Autor: Ricardo Candia Cares

Costaría encontrar el momento en que este país, mejor dicho este pueblo, comenzó a ser aporreado por frecuentes tragedias. Pero habrá acuerdo en una fecha que inaugura una temporada de miedo: el 11 de septiembre de 1973.
A partir de entonces, el pueblo ha soportado castigos que no dejan de sorprender por su dureza. Como si fuera un sino perverso, la naturaleza, de tarde en tarde, se deja caer con fuerza sobre los más desposeídos, como si fuera capaz de elegir donde hacer más daño. Escasas veces son los poderosos los que sufren las inclemencias de terremotos, diluvios, derrumbes o golpes de Estado.
A riesgo de parecer pesimista, se podría pensar que la mala suerte persigue a los pobres donde quiera que intenten guarecerse. Hay una especie de maldición vigente, a juzgar por las veces y formas en que la gente humilde es azotada por desgracias de distinto origen.
Los mineros enterrados vivos en una mina que sus dueños mantenían de milagro, tuvieron sumidas en el dolor a sus familias. Pero lo que en un momento fue causa de consternación nacional, está derivando en una moda que permite ver a un desfile de personajes en busca de protagonismo. Donaciones y ofrecimientos se hacen saber por los medios de comunicación. Y el gran protagonismo es de los héroes de la superficie: el presidente y el ministro de Minería.
Queda pendiente la discusión respecto de las condiciones de trabajo en que deben laborar los mineros.

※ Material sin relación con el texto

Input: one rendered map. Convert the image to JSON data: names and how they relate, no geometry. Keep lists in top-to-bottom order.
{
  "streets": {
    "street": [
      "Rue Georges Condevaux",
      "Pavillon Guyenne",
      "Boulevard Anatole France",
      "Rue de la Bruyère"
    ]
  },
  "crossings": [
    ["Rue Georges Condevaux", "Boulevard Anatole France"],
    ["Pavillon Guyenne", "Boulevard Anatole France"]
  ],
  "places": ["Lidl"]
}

Y la esperanza que el sufrimiento de los treinta y tres hombres que esperarán meses antes de ser rescatados, haga que las cosas cambien para sus colegas que en faenas similares desafían a la muerte cada día.
La desgracia de los mineros de Copiapó ha tenido como daño colateral la desaparición de los efectos del tsunami del que ya nadie habla, así como el sufrimiento de los mapuches que reclaman, mediante la huelga de hambre, el respeto a sus derechos.
Pero no sólo la tierra, el mar o el cielo se encargan de hacer más amarga la vida de los pobres. Cuando no los asfixia la sequía, los ahoga la inundación o sepulta la Tierra, son los poderosos de siempre los que dejan caer sobre el sufrido atorranterío otra cuota de castigo. Desde el patrón que explota sin misericordia al trabajador que sobrevive al crédito y de milagro, hasta el general que azuza sus tanques contra el populacho rebelde. Hay una nutrida historia reciente que habla de castigos y malos tratos. Cuando no son los milicos, han sido los políticos.
La asonada fascista de septiembre de 1973 inaugura un tiempo de sufrimiento. Ese golpe dejó a los chilenos en estado de shock, que aún no se logra superar. Los efectos que tuvo la represión extendida por 17 años han sido de tal profundidad, que será necesaria mucha agua bajo muchos puentes para que se mitiguen.
De existir la mala suerte, radica en Chile. La esperanza alimentada en tantos años de padecimientos fue traicionada no más se difuminaron los arcoíris y las promesas de alegrías que nunca llegaron. Por veinte años la misma gente que ya lo había pasado mal en los anteriores diecisiete volvió a quedar en manos de los nuevos administradores que se olvidaron de casi todo.
Es cierto: ya no hay cárceles secretas, torturados, desaparecidos, ni asesinados y el país se sacudió de la oscura tropa anterior. Sin embargo, la Concertación no cumplió expectativas ni esperanzas. A poco andar se vio que esperar justicia por todos los crímenes cometidos, era esperanza fallida. Promotor del golpe en su tiempo, el presidente Aylwin no fue más allá y se limitó a un gobierno tembleque que la gente miraba con asombro.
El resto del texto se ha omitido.